◆ TRY IT ◆
In the entries that follow, find the line containing "Parse the map", then output exactly every line from the first through that one.

◆ THE DATA ◆
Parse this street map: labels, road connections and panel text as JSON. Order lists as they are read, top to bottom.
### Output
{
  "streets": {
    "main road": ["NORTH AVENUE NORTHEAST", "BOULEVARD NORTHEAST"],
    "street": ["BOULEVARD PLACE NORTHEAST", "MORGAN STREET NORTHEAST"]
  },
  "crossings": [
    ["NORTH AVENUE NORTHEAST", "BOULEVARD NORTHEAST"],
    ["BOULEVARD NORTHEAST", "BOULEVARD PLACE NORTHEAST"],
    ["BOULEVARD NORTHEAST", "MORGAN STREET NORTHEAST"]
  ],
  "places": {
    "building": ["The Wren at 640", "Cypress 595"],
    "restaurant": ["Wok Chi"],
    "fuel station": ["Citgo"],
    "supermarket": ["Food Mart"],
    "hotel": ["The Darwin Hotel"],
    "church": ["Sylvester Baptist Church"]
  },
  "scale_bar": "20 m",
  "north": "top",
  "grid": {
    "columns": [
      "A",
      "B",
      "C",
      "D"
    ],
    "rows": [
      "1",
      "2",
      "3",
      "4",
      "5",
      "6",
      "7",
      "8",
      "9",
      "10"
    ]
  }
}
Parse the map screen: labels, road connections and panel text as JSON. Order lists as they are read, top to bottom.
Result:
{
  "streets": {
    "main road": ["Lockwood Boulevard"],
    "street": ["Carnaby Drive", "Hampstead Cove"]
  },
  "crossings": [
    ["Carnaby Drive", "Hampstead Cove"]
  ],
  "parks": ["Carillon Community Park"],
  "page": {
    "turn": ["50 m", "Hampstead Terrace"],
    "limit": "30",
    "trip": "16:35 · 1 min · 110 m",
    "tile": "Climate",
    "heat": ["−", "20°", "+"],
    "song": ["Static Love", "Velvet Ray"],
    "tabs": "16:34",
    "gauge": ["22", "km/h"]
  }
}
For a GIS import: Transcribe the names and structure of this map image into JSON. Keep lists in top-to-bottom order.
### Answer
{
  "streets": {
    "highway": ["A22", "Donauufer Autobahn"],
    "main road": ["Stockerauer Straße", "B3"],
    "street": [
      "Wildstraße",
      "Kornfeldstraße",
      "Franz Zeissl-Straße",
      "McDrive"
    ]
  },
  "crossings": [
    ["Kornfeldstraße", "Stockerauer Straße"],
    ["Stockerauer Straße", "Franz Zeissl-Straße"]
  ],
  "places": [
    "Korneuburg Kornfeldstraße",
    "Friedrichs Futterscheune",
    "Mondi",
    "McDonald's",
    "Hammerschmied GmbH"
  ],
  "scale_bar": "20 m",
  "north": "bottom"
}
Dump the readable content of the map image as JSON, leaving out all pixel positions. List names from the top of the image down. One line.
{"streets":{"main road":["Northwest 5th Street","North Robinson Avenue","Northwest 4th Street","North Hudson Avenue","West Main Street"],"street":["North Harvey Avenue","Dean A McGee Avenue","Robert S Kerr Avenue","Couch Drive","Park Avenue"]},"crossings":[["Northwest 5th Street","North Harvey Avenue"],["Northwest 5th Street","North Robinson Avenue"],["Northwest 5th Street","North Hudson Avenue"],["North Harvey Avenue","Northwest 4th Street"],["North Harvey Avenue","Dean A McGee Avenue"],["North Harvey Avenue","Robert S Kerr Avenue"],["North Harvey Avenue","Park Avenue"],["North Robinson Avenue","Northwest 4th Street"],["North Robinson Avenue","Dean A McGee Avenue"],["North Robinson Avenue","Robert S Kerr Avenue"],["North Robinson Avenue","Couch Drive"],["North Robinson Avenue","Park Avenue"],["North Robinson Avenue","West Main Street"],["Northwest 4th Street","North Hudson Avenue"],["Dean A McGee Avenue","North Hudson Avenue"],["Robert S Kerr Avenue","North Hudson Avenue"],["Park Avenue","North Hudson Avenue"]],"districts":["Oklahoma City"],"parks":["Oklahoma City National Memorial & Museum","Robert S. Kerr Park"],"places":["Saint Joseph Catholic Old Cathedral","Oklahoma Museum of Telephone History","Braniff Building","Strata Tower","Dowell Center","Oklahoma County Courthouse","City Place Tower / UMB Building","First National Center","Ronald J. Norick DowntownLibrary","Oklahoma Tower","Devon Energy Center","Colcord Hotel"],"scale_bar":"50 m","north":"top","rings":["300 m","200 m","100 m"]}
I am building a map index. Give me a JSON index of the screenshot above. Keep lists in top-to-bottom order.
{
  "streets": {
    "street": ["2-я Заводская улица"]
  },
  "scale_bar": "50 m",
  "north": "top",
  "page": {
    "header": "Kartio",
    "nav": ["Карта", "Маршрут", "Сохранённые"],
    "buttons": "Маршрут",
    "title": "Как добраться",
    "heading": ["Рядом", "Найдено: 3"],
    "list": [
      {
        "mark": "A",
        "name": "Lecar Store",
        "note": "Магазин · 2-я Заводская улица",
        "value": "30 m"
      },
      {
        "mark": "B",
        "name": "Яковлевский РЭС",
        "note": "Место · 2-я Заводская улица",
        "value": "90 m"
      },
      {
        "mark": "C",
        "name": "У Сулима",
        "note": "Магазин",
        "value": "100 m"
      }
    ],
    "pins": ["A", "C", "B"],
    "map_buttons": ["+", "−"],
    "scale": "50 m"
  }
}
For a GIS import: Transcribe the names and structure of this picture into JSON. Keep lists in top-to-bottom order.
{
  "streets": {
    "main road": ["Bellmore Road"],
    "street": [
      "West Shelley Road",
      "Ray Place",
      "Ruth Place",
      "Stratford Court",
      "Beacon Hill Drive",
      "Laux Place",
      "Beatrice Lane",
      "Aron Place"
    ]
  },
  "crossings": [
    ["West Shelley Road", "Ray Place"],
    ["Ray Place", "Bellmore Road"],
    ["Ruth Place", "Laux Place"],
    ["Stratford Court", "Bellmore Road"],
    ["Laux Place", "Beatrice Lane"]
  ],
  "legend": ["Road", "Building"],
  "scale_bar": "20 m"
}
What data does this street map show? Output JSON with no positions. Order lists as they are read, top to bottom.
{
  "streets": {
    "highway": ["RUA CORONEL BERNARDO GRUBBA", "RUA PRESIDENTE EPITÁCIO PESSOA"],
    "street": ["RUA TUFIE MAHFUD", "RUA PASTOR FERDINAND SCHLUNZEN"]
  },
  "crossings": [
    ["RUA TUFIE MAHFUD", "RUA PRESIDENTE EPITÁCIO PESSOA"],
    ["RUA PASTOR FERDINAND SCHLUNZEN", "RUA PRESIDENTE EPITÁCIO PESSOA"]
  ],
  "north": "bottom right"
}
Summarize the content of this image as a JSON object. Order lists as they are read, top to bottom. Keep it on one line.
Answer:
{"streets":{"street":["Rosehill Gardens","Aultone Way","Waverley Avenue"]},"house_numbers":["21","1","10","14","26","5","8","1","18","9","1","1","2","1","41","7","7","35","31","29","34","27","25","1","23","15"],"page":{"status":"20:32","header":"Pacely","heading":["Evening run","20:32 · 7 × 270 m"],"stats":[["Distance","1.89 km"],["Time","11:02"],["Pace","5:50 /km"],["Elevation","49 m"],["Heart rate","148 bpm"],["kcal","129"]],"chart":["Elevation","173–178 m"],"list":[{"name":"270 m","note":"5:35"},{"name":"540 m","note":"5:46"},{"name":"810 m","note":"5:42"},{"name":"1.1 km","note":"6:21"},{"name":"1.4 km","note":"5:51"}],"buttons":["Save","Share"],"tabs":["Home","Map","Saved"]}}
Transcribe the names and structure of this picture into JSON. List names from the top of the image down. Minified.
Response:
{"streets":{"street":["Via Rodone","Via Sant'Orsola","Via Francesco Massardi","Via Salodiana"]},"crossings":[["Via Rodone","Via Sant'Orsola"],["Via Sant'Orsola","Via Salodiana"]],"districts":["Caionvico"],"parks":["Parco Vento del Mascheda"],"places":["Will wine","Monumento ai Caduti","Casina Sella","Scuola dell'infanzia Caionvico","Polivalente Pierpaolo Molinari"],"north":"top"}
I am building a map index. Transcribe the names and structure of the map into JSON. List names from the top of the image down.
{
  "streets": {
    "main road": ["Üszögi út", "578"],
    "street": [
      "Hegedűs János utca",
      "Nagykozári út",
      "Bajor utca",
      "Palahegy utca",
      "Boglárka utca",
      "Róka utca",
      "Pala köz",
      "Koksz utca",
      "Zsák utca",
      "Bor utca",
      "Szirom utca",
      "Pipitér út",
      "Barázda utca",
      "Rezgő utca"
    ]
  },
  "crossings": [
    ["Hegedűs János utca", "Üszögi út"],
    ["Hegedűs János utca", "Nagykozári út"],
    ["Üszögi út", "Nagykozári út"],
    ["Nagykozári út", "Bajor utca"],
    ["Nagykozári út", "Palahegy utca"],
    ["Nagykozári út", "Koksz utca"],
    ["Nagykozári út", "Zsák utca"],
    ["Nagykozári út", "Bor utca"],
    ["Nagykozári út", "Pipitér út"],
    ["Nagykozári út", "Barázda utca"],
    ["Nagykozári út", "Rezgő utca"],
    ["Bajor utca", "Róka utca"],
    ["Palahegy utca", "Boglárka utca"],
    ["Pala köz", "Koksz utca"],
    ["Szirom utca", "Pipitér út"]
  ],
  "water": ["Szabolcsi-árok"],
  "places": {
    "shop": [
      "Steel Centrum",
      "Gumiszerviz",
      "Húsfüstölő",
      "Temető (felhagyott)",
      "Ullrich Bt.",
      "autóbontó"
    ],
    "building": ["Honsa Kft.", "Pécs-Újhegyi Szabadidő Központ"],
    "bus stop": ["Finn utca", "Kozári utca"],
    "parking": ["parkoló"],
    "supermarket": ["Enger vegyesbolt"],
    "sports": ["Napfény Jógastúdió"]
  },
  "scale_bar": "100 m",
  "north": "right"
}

◆ OUTPUT OF THE TASK ◆
Parse this street map: labels, road connections and panel text as JSON. Order lists as they are read, top to bottom.
### Output
{
  "streets": {
    "main road": ["NORTH AVENUE NORTHEAST", "BOULEVARD NORTHEAST"],
    "street": ["BOULEVARD PLACE NORTHEAST", "MORGAN STREET NORTHEAST"]
  },
  "crossings": [
    ["NORTH AVENUE NORTHEAST", "BOULEVARD NORTHEAST"],
    ["BOULEVARD NORTHEAST", "BOULEVARD PLACE NORTHEAST"],
    ["BOULEVARD NORTHEAST", "MORGAN STREET NORTHEAST"]
  ],
  "places": {
    "building": ["The Wren at 640", "Cypress 595"],
    "restaurant": ["Wok Chi"],
    "fuel station": ["Citgo"],
    "supermarket": ["Food Mart"],
    "hotel": ["The Darwin Hotel"],
    "church": ["Sylvester Baptist Church"]
  },
  "scale_bar": "20 m",
  "north": "top",
  "grid": {
    "columns": [
      "A",
      "B",
      "C",
      "D"
    ],
    "rows": [
      "1",
      "2",
      "3",
      "4",
      "5",
      "6",
      "7",
      "8",
      "9",
      "10"
    ]
  }
}
Parse the map screen: labels, road connections and panel text as JSON. Order lists as they are read, top to bottom.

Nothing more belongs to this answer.